A longtime friend, colleague, and collaborator of mine who works in new teacher education is starting a blog, and asked me for some help on getting started. Here’s my email response…
Hi Friend,
There’s some degree of “stage fright” that comes with blogging, so I’ve had to tell myself a few things to make it seem less scary.
The first post is the hardest because there’s so much pressure to “define your style” or “set a tone” or whatever. Don’t do it. Just write. Trust yourself that you have good things inside and you have the words to convey them. Take refuge in knowing that most people don’t know you’re out there and don’t expect anything yet. 🙂
I think it’s best to write letters to your former self, first-year teacher you, telling her the things you’ve learned about teaching that can help her. Think of lessons you’ve learned the hard way and speak directly to the person who’s facing that problem for the first time, frantically googling for an answer.

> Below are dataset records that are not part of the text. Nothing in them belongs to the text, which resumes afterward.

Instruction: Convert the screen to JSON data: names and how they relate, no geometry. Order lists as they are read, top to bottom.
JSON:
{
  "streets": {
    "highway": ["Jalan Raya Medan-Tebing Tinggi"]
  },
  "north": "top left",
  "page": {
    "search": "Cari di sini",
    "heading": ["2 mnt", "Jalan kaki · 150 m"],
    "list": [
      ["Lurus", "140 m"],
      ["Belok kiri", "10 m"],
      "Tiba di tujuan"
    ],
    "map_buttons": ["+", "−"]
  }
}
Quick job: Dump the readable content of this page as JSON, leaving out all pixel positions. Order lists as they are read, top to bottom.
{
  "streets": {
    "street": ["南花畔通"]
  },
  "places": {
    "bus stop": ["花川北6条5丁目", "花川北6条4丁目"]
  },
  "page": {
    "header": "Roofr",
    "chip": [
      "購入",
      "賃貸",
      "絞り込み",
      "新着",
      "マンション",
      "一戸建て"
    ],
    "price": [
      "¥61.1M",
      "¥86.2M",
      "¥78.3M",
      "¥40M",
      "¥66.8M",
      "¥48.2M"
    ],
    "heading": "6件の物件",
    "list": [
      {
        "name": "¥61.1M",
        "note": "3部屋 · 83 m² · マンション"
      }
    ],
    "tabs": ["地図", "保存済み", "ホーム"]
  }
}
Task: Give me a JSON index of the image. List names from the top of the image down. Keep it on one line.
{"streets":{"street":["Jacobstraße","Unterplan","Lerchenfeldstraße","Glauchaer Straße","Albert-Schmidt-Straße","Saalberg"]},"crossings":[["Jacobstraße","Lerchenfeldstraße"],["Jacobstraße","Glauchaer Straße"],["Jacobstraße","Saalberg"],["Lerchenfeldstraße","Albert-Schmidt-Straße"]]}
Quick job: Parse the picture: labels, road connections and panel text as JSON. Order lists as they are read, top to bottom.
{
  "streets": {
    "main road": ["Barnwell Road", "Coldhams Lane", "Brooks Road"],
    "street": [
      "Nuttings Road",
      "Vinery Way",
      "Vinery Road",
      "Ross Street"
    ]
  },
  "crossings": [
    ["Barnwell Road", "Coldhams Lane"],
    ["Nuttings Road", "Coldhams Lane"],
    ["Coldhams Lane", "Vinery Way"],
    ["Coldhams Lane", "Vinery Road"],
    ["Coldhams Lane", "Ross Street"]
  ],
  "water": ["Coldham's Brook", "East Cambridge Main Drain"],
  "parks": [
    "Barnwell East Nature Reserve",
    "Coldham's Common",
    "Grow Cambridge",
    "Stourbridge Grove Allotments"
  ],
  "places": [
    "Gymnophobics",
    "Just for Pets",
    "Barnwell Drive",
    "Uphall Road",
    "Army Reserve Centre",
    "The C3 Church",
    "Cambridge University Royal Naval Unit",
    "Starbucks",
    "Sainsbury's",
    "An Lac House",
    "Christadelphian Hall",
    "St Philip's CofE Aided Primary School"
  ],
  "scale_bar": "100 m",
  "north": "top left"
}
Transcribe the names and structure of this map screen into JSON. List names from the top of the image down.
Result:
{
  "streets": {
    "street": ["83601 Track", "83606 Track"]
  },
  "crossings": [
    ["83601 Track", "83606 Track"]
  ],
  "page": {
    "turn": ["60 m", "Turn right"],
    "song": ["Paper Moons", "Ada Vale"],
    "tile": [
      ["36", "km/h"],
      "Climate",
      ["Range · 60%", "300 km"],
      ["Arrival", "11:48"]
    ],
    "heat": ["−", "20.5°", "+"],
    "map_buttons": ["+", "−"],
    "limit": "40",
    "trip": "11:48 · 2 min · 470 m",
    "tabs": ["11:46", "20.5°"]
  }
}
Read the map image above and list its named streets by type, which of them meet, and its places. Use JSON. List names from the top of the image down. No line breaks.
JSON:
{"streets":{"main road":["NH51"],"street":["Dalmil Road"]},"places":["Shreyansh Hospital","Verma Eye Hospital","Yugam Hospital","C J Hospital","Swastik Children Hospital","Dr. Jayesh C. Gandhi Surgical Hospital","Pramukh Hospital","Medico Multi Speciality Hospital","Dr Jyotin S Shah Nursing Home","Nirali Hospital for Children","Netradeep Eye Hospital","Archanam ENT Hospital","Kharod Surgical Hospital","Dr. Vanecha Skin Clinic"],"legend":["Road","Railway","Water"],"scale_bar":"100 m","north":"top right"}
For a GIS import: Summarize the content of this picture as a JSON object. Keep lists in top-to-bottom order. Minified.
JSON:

You can even remember back through the questions your students always ask you. Take each one and write a few paragraphs that answer that question to the best of your ability, giving them all the links and supporting materials they’ll need to get started right. I try to do this when people email me questions, and many of my blog posts begin life as emails where I effectively answered one question very well. (BTW you’re looking at one!)
Sometimes I’ll write posts that are like the term papers I had to write in college. After getting out of school I missed all the reflection and synthesis I had to do writing research articles, so I just started doing that on the blog. You can choose a topic like “what’s up with student motivation?” and dig deep through the research to return some best practices for a young teacher to follow.
On the other end of the spectrum is the much-maligned “listicle“, an article that simply lists useful fact like the “Top 10 Best OER Lesson Plan Sites” or “Five Strategies for Reading Intervention”. These kinds of posts have gotten a bad name from linkbait sites like Upworthy and Buzzfeed, but those sites are popular because readers can’t resist a good list. Making lists helps writers laser focus on a topic so they can churn out more posts, and readers like them because (at best) they promise to be a short, punchy, simplified guide to a complex topic. These kinds of posts can help you focus on a problem to be solved and collect a few great resources to help your readers solve them.
A lot of what I do is recommend single tools that teachers might not know about, or even share unusual ways to (ab)use the tools we’re all familiar with. Think of the little tricks and tools you keep in your back pocket that have helped you through some tough situations and introduce them to your audience.
OK, hopefully that should get you going. And I think I’ve just written a new blog post! So thank you, and happy writing.